On January 24th, I was past-my-due-date pregnant with our second child. We had a major earthquake in the middle of the night.
I woke up at 1:15 a.m. to mind-blowing pain in my pelvis.
Oh, boy… I’m starting labor. This is it. It has to be.
Move into several positions. Pain won’t ease up, so find the position that makes it easiest to tolerate.
Okay, just breathe and relax. Just breathe and relax. . . Just breathe and — what is that? Why is the bed shaking? My cat has to scratch an itch NOW? This is not helping.
Okay, the bed is shaking profusely now . . .He must have fleas or something.
Wait. . . Ooooohhhhhh . . . this is an earthquake.
It figures I’d go into labor during an earthquake. This is okay. Most earthquakes aren’t severe.
A few seconds later . . . This one isn’t calming down.
Okay, the house feels like a boat.
While wondering how many bridges are going to go out between me and the nearest hospital, I move through intense pain to the hallway in case I need to grab Chloe.

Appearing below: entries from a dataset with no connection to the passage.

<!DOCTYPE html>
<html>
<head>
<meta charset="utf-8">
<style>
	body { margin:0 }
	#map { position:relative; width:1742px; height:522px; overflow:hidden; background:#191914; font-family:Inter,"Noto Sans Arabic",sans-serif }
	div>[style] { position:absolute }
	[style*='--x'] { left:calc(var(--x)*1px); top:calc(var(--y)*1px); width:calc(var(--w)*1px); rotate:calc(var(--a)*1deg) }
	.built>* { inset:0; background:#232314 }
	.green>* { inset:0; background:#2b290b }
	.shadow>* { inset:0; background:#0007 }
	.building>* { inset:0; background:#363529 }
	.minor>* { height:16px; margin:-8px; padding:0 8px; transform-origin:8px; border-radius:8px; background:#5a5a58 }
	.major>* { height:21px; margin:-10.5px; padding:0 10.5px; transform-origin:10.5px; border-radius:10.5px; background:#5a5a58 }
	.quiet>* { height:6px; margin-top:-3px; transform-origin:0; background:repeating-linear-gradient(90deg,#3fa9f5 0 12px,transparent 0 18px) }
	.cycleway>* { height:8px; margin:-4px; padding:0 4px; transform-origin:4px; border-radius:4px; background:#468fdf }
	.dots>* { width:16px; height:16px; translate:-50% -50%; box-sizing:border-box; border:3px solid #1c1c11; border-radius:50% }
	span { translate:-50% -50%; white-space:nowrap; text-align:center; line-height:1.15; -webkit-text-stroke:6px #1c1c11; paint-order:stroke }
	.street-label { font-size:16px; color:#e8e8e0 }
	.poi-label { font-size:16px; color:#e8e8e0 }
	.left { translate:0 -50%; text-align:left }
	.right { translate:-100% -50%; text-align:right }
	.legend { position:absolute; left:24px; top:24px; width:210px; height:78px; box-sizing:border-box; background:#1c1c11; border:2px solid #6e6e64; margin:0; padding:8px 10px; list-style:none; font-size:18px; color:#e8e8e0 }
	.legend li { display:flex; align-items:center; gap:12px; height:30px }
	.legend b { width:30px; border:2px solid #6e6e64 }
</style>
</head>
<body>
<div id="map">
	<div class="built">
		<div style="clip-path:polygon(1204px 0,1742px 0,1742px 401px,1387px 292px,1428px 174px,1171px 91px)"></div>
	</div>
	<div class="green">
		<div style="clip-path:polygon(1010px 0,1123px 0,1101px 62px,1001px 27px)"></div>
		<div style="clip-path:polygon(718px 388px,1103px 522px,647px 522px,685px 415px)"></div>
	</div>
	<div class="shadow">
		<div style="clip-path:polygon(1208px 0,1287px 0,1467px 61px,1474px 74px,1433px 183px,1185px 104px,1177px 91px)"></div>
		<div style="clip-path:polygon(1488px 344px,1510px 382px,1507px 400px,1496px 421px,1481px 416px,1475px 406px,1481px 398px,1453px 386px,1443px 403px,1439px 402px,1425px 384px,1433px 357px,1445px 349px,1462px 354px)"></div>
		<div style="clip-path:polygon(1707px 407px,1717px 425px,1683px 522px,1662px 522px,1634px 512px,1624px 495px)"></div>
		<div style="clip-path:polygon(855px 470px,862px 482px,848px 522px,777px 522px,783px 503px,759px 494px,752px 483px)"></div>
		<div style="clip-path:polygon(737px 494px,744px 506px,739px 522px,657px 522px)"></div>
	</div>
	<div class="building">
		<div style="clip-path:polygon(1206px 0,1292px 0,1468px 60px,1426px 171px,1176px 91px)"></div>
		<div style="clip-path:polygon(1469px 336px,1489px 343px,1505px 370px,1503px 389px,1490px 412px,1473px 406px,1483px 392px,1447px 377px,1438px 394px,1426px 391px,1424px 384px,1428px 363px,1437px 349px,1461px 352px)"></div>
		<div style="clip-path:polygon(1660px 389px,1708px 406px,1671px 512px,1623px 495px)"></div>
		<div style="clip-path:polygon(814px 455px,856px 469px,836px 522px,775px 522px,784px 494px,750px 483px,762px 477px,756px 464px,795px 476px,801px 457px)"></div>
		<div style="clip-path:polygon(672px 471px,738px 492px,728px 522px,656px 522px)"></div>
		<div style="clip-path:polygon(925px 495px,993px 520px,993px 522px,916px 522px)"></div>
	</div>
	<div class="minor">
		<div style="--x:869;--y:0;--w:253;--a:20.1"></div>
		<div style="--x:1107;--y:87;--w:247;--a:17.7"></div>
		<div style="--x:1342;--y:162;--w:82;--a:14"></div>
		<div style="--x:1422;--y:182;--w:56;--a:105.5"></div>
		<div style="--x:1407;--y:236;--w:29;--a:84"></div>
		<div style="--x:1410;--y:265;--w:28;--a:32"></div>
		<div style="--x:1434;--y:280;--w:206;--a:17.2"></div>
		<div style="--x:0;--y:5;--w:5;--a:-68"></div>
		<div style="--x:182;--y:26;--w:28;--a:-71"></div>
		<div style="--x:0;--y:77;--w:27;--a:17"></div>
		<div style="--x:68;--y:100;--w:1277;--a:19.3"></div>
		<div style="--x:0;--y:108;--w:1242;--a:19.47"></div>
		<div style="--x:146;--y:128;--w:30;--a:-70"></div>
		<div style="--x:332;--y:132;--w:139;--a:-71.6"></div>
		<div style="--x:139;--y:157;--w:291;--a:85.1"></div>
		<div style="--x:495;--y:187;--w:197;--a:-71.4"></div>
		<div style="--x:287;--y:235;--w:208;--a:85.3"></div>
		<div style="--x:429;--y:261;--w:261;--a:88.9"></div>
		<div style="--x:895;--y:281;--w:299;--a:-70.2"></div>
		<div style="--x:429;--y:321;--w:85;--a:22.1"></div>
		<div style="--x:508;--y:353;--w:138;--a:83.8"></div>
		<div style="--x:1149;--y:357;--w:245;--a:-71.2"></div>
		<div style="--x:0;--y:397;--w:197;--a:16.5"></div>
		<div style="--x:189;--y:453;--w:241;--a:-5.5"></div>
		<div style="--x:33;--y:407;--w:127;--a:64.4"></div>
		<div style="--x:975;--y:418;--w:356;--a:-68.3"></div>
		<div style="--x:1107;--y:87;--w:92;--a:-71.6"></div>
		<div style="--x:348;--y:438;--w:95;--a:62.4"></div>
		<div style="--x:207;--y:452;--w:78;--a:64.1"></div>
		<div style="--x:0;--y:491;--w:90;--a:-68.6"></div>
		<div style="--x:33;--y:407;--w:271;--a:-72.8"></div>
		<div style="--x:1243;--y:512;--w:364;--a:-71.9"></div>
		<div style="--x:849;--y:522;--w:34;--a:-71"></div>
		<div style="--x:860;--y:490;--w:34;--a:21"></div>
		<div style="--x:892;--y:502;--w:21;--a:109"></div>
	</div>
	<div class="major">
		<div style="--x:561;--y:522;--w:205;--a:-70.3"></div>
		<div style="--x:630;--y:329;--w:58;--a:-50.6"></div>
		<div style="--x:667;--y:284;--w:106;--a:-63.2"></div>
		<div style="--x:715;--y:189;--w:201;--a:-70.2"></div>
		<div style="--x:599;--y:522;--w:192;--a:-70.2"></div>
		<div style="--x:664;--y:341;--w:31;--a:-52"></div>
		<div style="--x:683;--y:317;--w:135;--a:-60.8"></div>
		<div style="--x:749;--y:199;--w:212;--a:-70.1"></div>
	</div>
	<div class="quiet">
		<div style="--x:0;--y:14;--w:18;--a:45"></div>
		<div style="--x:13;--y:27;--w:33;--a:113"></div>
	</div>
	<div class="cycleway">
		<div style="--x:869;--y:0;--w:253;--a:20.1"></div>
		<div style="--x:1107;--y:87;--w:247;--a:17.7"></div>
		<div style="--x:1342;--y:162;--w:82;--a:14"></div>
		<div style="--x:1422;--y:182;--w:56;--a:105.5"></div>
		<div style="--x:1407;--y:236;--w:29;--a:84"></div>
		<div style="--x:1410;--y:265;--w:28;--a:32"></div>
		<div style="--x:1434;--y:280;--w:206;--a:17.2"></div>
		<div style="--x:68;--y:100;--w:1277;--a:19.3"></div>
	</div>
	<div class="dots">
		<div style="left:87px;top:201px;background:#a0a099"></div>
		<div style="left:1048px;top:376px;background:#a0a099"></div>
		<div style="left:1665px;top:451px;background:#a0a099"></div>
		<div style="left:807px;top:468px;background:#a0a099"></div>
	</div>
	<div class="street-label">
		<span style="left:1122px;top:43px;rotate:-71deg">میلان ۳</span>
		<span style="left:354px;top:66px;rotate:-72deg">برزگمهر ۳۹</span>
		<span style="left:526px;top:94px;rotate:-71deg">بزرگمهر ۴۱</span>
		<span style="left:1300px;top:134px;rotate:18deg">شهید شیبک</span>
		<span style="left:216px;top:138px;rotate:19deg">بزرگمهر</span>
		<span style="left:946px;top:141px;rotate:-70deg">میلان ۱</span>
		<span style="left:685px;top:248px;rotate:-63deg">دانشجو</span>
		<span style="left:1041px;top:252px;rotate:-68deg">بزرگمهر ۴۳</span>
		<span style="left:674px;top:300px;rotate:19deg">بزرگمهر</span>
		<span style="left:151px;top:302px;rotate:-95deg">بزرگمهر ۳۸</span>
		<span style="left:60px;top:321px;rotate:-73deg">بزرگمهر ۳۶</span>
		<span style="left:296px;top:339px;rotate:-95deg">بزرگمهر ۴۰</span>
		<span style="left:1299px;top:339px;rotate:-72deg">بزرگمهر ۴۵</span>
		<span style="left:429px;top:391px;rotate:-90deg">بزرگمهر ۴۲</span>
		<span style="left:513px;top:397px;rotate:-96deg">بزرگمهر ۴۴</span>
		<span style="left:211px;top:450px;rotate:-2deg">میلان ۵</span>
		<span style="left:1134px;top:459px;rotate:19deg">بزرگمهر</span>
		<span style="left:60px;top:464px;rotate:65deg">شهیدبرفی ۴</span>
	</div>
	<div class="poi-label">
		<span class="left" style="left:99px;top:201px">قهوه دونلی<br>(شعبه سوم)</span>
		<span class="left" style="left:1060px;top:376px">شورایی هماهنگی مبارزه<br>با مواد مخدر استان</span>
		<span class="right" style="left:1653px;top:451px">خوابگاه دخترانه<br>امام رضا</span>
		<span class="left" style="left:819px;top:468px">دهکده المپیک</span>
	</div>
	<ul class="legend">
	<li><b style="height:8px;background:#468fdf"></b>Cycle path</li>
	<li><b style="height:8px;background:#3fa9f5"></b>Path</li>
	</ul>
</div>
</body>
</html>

And bridges going out during labor wouldn’t be complete without a snow storm, total loss of power, and all available medics assisting other callers until I’ve ringed so many times my phone battery has died.
Which place is safest to go during an earthquake? Interior doorways? Exterior doorways? Behind furniture? Under the table? Run around outside screaming with my hands in the air? Annoyed that after every substantial earthquake, 20 people have taken to FB to post conflicting ideas about the best way to hide during an earthquake, I realize no one has posted the best place to hide when you have a toddler and your loins are about to split open with a 9-lb human barreling out. Suddenly, I feel under-prepared. I decide that if it gets worse, we’ll hide behind the couch. At least it’s fabric, in case someone needs to wipe their nose. Maybe I could still grab a cushion for Lydia in case she pops out back there.